• [Your objective]: Scan the data beneath this task and copy each line that includes "Order".

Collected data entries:
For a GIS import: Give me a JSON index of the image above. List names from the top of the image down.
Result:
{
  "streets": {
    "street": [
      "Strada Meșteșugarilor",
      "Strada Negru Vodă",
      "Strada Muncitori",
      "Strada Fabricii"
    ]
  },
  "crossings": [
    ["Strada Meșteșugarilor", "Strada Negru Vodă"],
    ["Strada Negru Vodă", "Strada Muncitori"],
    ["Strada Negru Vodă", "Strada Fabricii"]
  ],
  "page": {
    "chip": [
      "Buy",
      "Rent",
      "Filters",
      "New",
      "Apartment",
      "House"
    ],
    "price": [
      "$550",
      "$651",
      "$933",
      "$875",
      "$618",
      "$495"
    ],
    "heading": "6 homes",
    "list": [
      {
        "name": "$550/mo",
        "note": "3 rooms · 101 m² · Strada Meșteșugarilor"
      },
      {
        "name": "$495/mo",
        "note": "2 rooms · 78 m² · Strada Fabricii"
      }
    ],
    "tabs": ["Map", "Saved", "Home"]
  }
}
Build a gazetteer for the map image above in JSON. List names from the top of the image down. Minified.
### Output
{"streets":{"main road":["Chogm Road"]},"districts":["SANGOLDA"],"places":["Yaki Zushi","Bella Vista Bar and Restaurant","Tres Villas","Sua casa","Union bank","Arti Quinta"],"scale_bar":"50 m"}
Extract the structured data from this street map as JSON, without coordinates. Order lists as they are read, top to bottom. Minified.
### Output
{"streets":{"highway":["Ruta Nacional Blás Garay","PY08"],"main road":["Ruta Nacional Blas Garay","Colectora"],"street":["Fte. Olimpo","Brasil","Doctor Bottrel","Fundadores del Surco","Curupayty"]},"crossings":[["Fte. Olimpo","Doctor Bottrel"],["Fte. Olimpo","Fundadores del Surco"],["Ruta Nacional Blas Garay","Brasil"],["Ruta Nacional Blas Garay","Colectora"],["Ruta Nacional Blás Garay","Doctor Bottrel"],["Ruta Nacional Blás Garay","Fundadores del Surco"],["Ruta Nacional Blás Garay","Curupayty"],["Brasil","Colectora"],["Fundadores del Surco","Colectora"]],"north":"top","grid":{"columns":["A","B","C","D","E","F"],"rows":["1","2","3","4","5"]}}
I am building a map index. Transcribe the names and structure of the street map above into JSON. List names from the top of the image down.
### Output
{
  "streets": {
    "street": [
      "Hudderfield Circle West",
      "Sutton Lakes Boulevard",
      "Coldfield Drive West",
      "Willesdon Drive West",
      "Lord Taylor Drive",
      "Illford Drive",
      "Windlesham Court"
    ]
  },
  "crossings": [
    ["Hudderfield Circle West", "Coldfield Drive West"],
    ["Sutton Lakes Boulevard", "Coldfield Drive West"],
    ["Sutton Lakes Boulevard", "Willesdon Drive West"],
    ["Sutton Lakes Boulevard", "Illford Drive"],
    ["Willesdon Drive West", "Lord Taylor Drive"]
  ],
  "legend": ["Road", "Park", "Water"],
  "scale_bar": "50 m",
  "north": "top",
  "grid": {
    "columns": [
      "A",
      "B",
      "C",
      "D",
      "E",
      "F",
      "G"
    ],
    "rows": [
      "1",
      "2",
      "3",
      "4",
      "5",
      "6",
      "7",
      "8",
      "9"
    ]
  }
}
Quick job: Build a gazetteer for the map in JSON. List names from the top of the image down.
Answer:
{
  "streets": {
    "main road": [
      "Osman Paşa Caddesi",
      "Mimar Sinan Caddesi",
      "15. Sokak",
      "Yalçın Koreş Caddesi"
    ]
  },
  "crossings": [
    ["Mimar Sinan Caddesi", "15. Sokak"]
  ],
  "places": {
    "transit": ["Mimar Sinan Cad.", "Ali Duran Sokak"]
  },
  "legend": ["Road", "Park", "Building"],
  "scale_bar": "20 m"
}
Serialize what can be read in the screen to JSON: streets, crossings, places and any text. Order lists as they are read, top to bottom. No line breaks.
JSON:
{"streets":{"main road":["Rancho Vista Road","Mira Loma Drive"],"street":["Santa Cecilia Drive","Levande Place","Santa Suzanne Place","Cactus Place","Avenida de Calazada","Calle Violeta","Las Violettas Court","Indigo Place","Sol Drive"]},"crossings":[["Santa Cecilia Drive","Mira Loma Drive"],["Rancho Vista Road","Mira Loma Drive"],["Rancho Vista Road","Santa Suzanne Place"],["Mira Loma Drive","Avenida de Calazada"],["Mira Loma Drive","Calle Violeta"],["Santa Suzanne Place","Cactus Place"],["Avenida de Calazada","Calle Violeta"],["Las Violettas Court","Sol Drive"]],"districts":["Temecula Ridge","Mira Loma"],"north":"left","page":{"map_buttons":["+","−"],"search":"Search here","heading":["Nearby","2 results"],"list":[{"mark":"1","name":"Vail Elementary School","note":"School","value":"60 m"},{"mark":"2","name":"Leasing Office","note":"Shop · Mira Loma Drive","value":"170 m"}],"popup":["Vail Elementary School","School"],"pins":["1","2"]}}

• [Problem solution]:
Extract the structured data from this street map as JSON, without coordinates. Order lists as they are read, top to bottom. Minified.
Serialize what can be read in the screen to JSON: streets, crossings, places and any text. Order lists as they are read, top to bottom. No line breaks.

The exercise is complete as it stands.